OPINION: Building an indoor arena should be the next step for Irish rugby

A new vision for rugby in Connacht and Ireland could include a very different type of venue

OPINION: Building an indoor arena should be the next step for Irish rugby

Credit: Dunedin Venues

Earlier this year, Connacht CEO Willie Ruane revealed plans to take rugby in the province forward, which included the development of a new stadium. Surely it’s time for an indoor arena in Ireland, and Galway is the perfect place to build one.

Back in October 2011, Ireland took on Italy in their final group match at the Rugby World Cup.

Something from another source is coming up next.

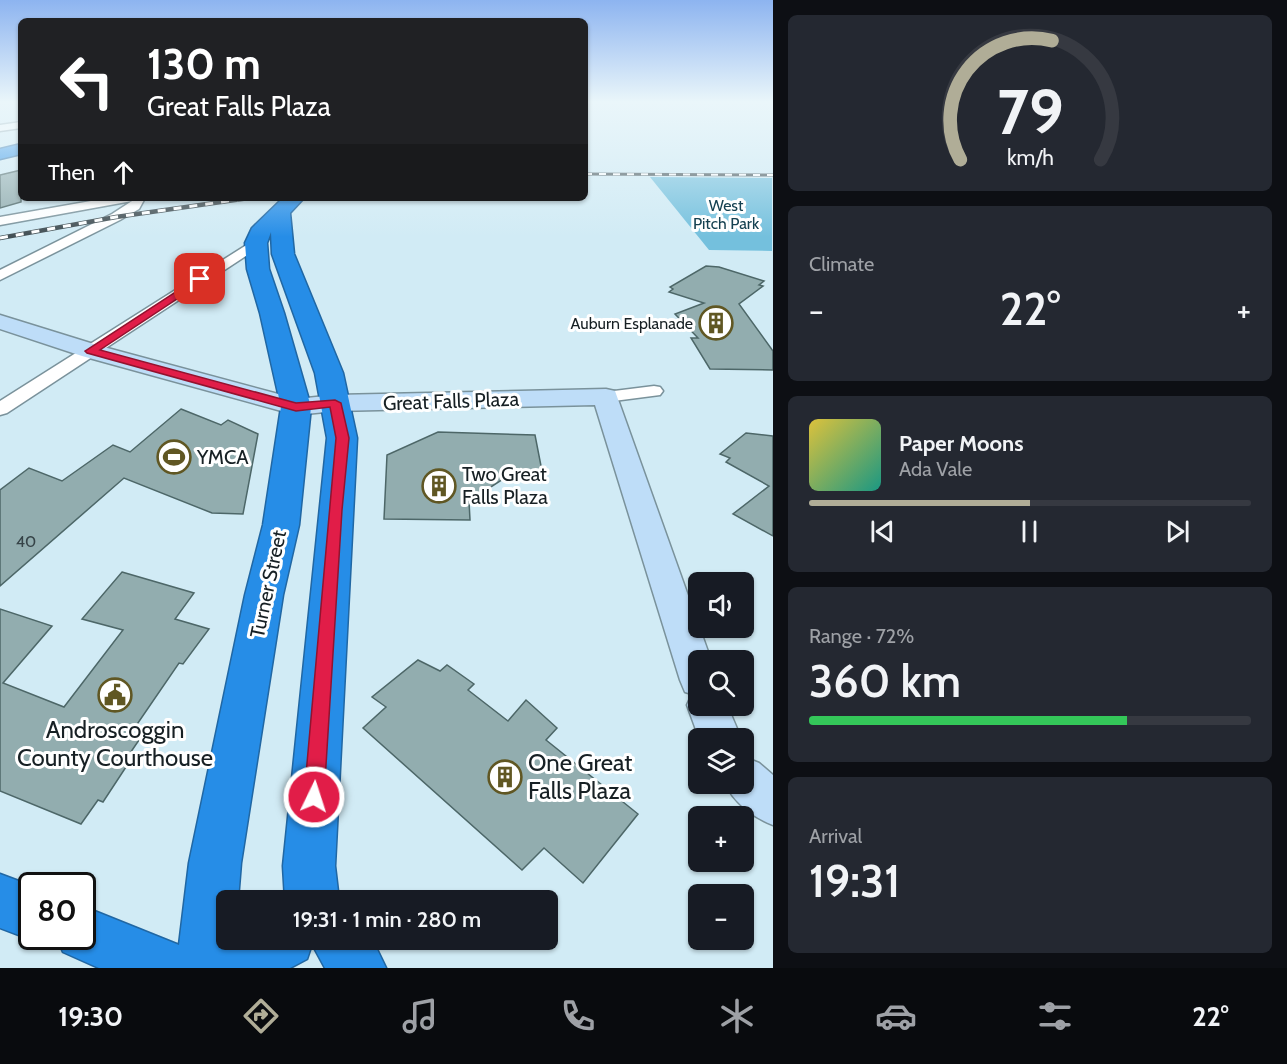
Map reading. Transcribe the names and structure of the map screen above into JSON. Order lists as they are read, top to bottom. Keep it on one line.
{"streets":{"highway":["Turner Street"],"street":["Great Falls Plaza"]},"crossings":[["Great Falls Plaza","Turner Street"]],"parks":["West Pitch Park"],"places":{"building":["Auburn Esplanade","Two Great Falls Plaza","One Great Falls Plaza"],"sports":["YMCA"],"public building":["Androscoggin County Courthouse"]},"house_numbers":["40"],"page":{"turn":["130 m","Great Falls Plaza"],"then":"Then","tile":["Climate",["Range · 72%","360 km"],["Arrival","19:31"]],"heat":["−","22°","+"],"song":["Paper Moons","Ada Vale"],"map_buttons":["+","−"],"limit":"80","trip":"19:31 · 1 min · 280 m","tabs":["19:30","22°"],"gauge":["79","km/h"]}}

The game took place at the remarkable Forsyth-Barr stadium in Dunedin. The atmosphere was electric and the conditions were perfect for running rugby. Ireland duly obliged and ran out 36-6 winners.

Dunedin is located on the south-east coast of New Zealand’s south island. The region has an oceanic southern climate with strong westerly winds, and experiences a succession of depressions and subtropical anticyclones which can bring an array of weather on any given day and sometimes, any given hour.

The former home of the local Otago Highlanders was Carisbrook, aptly nicknamed the 'House of Pain'. Uncovered from the elements, matches often turned into a slugfest. Former All Black assistant coach Wayne Smith even recalls having to wear a wetsuit to keep warm in a Test against the Lions in 1983.  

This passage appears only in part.